[EXERCISE DETAILS]
Could the data underneath be repeated exactly, in full?

[EXERCISE INPUT]
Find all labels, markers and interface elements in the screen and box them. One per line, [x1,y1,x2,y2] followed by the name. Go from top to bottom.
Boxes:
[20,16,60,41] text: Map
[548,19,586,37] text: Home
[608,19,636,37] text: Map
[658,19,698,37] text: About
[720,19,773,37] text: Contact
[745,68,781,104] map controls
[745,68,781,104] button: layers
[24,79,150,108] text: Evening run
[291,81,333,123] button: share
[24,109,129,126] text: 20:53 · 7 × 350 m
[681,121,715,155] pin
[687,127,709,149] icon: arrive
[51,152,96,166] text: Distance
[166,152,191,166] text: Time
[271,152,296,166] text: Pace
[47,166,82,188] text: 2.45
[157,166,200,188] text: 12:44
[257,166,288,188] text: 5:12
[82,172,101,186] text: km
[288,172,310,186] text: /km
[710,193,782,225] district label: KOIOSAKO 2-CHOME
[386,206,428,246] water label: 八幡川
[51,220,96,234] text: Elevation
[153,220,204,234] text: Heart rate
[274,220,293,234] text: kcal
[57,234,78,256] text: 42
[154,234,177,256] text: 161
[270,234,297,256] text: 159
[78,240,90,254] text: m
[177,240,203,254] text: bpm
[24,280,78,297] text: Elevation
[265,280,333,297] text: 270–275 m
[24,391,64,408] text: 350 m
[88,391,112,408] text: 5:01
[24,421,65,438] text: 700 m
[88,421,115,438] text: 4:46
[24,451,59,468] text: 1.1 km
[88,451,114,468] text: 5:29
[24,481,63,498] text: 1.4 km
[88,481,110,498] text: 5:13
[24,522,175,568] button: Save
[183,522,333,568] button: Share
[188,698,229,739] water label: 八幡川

[RESPONSE]
Find all labels, markers and interface elements in the screen and box them. One per line, [x1,y1,x2,y2] followed by the name. Go from top to bottom.
Boxes:
[20,16,60,41] text: Map
[548,19,586,37] text: Home
[608,19,636,37] text: Map
[658,19,698,37] text: About
[720,19,773,37] text: Contact
[745,68,781,104] map controls
[745,68,781,104] button: layers
[24,79,150,108] text: Evening run
[291,81,333,123] button: share
[24,109,129,126] text: 20:53 · 7 × 350 m
[681,121,715,155] pin
[687,127,709,149] icon: arrive
[51,152,96,166] text: Distance
[166,152,191,166] text: Time
[271,152,296,166] text: Pace
[47,166,82,188] text: 2.45
[157,166,200,188] text: 12:44
[257,166,288,188] text: 5:12
[82,172,101,186] text: km
[288,172,310,186] text: /km
[710,193,782,225] district label: KOIOSAKO 2-CHOME
[386,206,428,246] water label: 八幡川
[51,220,96,234] text: Elevation
[153,220,204,234] text: Heart rate
[274,220,293,234] text: kcal
[57,234,78,256] text: 42
[154,234,177,256] text: 161
[270,234,297,256] text: 159
[78,240,90,254] text: m
[177,240,203,254] text: bpm
[24,280,78,297] text: Elevation
[265,280,333,297] text: 270–275 m
[24,391,64,408] text: 350 m
[88,391,112,408] text: 5:01
[24,421,65,438] text: 700 m
[88,421,115,438] text: 4:46
[24,451,59,468] text: 1.1 km
[88,451,114,468] text: 5:29
[24,481,63,498] text: 1.4 km
[88,481,110,498] text: 5:13
[24,522,175,568] button: Save
[183,522,333,568] button: Share
[188,698,229,739] water label: 八幡川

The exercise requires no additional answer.